D3D RightMark ReadMe (English)

D3D RightMark synthetic tests (DirectX 9)

Introduction

This version of D3D RightMark distributed without any warranty expressed or implied. Authors are not responsible for any damages or losses caused by usage of the above mentioned Software. Current version is provided on free of charge basis, any commercial usage is permitted only by written approval of the Authors of Software.

The D3D RightMark includes the following synthetic tests at this moment:

Pixel Filling Test;
Geometry Processing Speed Test;
Hidden Surface Removal Test;
Pixel Shader Test;
Point Sprites Test.

System Requirements

PC with Intel-compatible 500Mhz processor or above.
128MB RAM or above.
DirectX 9.0 compatible graphics adapter.
Microsoft Window 98/Me or Microsoft Windows XP or above.
DirectX 9.0 or above.

Remark 1: To obtain full functionality, you need fully DirectX9-compatible graphics adapter.

Remark 2: For reading XLS reports, generated by tests, you need Microsoft Office XP or above.

Philosophy of the synthetic tests

The main idea of all our tests is focusing on performance of one or another chip's subsystem. In contrast to real applications which measure effectiveness of accelerator's operation in one or another practical application integrally, synthetic tests stress on separate performance aspects. The matter is that a release of a new accelerator is usually a year away from applications which can use all its capabilities effectively. Any those users who want to be on the front line with technology have to buy one or another accelerator almost blindly, warmed only with results of the tests carried out on outdated software. No one can guarantee that the situation won't change with the games they are waiting for. Apart from such enthusiasts which take such risk, there are some other categories of people in such a complicated situation:

First category - people who don't want to mess up with upgrade and who buy a computer of the maximum configuration for a long time. It's very important for them to make the time of suitability of their machines for oncoming applications as long as possible.
Second category - software developers; they have to keep their eye on capabilities and balance of new accelerators to design and balance competently the engine (code) and content (levels, models) taking into account the effective usage of equipment which will become widespread by the time their applications get onto the market. The synthetic tests will help them choose ways for realization of their ideas and restrain the bounds of their imagination :-).
Third category - IT analysts (for example, from big trade companies) and hardware reviewers, i.e. the people who have to estimate potential of products when they are not officially announced yet.

So, synthetic tests allow estimating performance and capabilities of separate subsystems of accelerators in order to forecast accelerator's behavior in some or other applications, both existing (overall estimation of suitability and prospects for a whole class of applications) and developing, provided that a given accelerator demonstrates peculiar behavior under such applications.

Description of the D3D RightMark synthetic tests

Pixel Filling

This test has several functions, namely:

Measurement of frame buffer filling performance
Measurement of performance of different texture filtering modes
Measurement of effectiveness of operation (caching) with textures of different sizes
Measurement of effectiveness of operation (caching and compression) with textures of different formats
Measurement of multitexturing effectiveness
Visual comparison of quality of implementation of some or other texture filtering modes

The test draws a pyramid whose base lies in the monitor's plane and the vertex is moved away to the maximum.
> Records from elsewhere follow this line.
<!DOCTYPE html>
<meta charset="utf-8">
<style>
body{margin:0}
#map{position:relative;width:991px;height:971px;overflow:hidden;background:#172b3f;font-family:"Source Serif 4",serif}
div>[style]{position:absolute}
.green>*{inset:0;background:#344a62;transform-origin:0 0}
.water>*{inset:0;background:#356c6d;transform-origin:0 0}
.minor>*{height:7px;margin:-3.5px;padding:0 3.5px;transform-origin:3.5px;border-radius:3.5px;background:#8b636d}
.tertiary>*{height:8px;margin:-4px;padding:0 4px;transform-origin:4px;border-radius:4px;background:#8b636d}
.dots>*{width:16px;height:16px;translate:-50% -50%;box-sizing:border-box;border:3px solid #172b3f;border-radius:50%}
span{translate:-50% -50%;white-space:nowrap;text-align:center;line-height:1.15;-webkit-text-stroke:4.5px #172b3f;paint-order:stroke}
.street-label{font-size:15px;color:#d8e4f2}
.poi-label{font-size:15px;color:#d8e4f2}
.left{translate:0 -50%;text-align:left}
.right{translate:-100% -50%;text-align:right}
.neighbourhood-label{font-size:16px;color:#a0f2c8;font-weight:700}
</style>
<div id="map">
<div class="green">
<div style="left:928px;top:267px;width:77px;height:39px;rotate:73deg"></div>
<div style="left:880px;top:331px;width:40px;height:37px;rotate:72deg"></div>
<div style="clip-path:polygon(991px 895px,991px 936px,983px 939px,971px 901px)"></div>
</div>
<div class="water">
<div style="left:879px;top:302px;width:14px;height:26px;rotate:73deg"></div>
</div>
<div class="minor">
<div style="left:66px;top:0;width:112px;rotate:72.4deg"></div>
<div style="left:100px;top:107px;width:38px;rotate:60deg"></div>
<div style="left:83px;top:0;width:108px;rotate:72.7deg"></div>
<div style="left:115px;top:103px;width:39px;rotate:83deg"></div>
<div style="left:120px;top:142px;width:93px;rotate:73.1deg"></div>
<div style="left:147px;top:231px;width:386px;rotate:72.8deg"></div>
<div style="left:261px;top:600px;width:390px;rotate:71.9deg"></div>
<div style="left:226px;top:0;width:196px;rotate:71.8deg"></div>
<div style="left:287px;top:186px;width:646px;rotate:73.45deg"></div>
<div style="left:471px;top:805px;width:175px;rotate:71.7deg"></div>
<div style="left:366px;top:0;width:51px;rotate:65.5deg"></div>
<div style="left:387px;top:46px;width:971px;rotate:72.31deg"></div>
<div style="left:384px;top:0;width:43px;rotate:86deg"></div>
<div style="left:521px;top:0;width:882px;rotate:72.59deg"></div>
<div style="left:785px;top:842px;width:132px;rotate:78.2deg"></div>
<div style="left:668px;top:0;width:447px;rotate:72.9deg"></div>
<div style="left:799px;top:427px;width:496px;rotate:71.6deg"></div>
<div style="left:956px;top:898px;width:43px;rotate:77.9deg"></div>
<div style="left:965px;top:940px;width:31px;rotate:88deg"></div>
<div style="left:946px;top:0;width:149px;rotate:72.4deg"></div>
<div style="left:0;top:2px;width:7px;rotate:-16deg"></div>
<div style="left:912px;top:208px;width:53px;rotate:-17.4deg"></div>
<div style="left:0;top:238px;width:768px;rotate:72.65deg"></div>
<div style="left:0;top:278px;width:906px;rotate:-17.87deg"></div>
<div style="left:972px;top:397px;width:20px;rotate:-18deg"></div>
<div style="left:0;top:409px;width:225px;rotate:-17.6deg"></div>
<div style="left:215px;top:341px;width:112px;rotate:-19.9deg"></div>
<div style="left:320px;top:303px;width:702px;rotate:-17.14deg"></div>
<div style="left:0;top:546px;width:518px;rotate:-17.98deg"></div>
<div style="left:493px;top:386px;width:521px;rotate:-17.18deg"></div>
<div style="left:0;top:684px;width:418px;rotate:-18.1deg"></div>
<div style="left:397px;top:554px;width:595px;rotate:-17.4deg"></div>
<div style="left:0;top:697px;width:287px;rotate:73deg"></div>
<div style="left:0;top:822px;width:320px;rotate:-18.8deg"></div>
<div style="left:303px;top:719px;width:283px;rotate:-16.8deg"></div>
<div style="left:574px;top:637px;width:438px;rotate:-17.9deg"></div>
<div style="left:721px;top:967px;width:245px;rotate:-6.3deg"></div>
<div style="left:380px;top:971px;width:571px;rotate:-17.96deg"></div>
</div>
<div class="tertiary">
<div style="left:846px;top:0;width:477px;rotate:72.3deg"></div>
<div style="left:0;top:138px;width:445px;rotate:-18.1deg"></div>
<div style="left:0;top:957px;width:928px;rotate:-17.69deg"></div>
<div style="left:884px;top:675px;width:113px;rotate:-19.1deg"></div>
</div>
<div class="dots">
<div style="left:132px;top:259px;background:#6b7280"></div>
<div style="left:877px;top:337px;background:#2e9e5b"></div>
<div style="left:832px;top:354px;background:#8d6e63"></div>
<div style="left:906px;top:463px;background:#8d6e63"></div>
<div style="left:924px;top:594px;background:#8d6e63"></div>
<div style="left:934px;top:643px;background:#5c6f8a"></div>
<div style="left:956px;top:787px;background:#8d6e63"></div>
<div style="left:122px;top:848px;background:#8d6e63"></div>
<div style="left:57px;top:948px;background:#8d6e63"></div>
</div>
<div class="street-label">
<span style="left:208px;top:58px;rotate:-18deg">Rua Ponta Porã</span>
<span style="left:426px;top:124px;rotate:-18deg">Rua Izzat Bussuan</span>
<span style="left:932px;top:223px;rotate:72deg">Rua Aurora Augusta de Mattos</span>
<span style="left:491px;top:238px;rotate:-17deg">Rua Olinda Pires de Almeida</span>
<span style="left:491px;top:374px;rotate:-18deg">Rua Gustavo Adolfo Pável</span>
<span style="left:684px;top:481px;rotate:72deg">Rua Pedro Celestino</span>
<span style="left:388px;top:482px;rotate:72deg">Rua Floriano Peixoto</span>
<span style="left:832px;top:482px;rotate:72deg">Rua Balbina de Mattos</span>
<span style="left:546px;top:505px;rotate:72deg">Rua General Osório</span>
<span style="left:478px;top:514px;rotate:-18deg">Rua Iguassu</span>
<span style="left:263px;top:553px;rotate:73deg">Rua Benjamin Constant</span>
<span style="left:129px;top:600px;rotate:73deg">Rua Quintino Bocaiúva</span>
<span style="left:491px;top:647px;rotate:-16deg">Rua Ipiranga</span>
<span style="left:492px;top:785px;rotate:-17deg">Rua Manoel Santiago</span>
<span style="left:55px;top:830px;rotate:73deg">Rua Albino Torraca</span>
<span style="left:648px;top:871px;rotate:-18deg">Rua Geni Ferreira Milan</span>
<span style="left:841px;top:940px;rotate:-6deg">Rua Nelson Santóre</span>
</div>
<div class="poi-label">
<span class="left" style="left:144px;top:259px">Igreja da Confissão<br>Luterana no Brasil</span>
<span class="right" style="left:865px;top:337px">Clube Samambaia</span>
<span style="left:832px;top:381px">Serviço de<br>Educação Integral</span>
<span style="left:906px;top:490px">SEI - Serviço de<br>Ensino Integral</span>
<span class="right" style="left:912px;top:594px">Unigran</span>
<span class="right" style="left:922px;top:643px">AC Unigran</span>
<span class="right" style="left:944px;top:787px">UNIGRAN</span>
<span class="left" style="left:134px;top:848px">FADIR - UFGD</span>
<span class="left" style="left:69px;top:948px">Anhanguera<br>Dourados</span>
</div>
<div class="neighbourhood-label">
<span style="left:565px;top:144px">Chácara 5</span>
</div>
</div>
Each of its four sides consists of triangles. A small number of triangles allows to avoid dependence on geometrical performance which has nothing to do with what is studied. 1 to 8 textures are applied to each pixel during filling. You can disable texturing (0 textures) and measure only the fill rate using a constant color value. During the test the vertex moves around at a constant speed, and the base rotates around the axis Z. So, the pyramid's sides take all possible angles of inclination in both planes, and the number of shaded pixels is constant and there are all possible distances from the minimal to the maximum. The inclination of the shaded plane and the distance to the shaded pixels define many filtering algorithms, in particular, anisotropic filtering and various modern realizations of trilinear filtering. By rotating the pyramid we put the accelerator in all conditions which can take place in real applications. It allows us to estimate the filtering quality in all possible cases and get weighted performance data.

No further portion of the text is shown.